Lídia Pereira de Souza viria um dia a se tornar a bela cangaceira Lídia de Zé Baiano. Lídia era filha do modesto casal Luís Pereira de Souza e Maria Rosa Figueiredo, conhecida pela alcunha de Dona Baló, uma exímia rendeira e costureira.
O Salgadinho por ser um dos lugares bastante percorridos pelo Rei do Cangaço e seus seguidores, na época em que a andança do capitão Virgolino atingiu seu apogeu em terras baianas, me foi bastante informativo enquanto eu realizava pesquisas para o livro “Lampião em Paulo Afonso”. Por dezenas de vezes estive naquela localidade, registrando as histórias contadas pelos velhos remanescentes da luta cangaceira e fotografando os lugares que serviram de esconderijos aos cangaceiros. Neste período, uma das coisas que mais despertou minha atenção foi conhecer a casa onde nasceu a bela cangaceira Lídia, de Zé Baiano. Contra todas as possibilidades e intempéries geradas pelo tempo, a casa teimava em continuar erguida, mesmo estando assombrosamente carcomida pelos cupins, resistia imponente e enigmática.
Muitos estudiosos do tema cangaço estiveram comigo visitando a velha moradia da mais linda das cangaceiras. Em uma das minhas últimas visitas estive lá sozinho, sem pressa e pude apreciar cada canto, cada forma e cada fresta do velho casebre. Em um dos quartos, por uma das rachaduras da parede, divisei, entre centenas de casas de marimbondos, um antigo baú e dividindo o frestal com os morcegos, estava uma velha lamparina. Como é que tinha passado despercebido, aos meus olhos garimpeiros, por tantas vezes, estes velhos objetos? Enquanto no meu silêncio apreciava aquelas relíquias, senti a presença de alguém que se aproximava e despertei com a voz de uma senhora que me trazia a realidade: era dona Nilda, sobrinha da cangaceira Lídia.
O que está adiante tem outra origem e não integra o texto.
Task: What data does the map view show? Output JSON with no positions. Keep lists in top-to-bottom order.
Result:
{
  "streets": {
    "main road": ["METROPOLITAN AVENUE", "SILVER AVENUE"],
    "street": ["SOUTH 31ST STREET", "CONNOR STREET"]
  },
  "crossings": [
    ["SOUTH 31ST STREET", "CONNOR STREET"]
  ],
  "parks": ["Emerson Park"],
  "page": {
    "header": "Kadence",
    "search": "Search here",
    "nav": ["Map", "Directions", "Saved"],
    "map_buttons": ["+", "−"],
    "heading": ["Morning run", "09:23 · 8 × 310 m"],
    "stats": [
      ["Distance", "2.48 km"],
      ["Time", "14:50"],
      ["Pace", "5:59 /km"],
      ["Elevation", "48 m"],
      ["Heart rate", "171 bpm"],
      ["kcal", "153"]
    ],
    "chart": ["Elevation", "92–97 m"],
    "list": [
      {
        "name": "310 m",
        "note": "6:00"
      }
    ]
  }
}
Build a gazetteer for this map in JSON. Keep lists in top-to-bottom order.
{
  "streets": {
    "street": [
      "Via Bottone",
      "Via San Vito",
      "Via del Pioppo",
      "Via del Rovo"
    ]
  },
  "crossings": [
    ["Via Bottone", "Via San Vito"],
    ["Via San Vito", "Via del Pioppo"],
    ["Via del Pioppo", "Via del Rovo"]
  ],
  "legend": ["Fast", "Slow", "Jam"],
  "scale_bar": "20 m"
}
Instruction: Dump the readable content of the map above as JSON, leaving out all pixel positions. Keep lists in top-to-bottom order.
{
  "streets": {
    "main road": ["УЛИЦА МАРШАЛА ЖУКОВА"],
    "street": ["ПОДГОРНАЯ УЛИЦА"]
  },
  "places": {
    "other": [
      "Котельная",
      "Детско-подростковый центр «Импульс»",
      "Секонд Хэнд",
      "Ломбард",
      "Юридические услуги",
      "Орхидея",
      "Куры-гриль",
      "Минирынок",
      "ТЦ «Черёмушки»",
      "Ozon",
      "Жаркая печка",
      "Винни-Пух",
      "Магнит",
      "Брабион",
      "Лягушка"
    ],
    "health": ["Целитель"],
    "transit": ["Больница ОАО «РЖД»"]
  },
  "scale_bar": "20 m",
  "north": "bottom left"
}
Nilda é a guardiã da velha casa. Conversamos por alguns minutos e com o consentimento de dona Nilda, acertamos de resgatar todo o material existente naquele cubículo, onde me caberia algumas peças, tarefa não tão fácil, pela dificuldade de transpor a barreira de centenas de vespas com seus ardentes e venenosos ferrões.
Voltei para Paulo Afonso e me preparei adquirindo equipamentos de proteção para usar, que pudessem me proteger no resgate do tesouro deixado por dona Baló. No dia 15 de maio de 2005, uma fria manhã de domingo, de nuvens negras e ameaçadoras, embarquei com o estimado amigo Ivan Caetano, um aposentado mecânico de aeronaves e que durante muito tempo dedicou sua especialíssima mão-de-obra ao setor de aviação da CHESF. Seguimos viagem, eu, Ivan e sua esposa Leonídia, na boleia da antiga e inseparável "TRUBANA", uma F-1000, vermelha, que Ivan possui há muito tempo.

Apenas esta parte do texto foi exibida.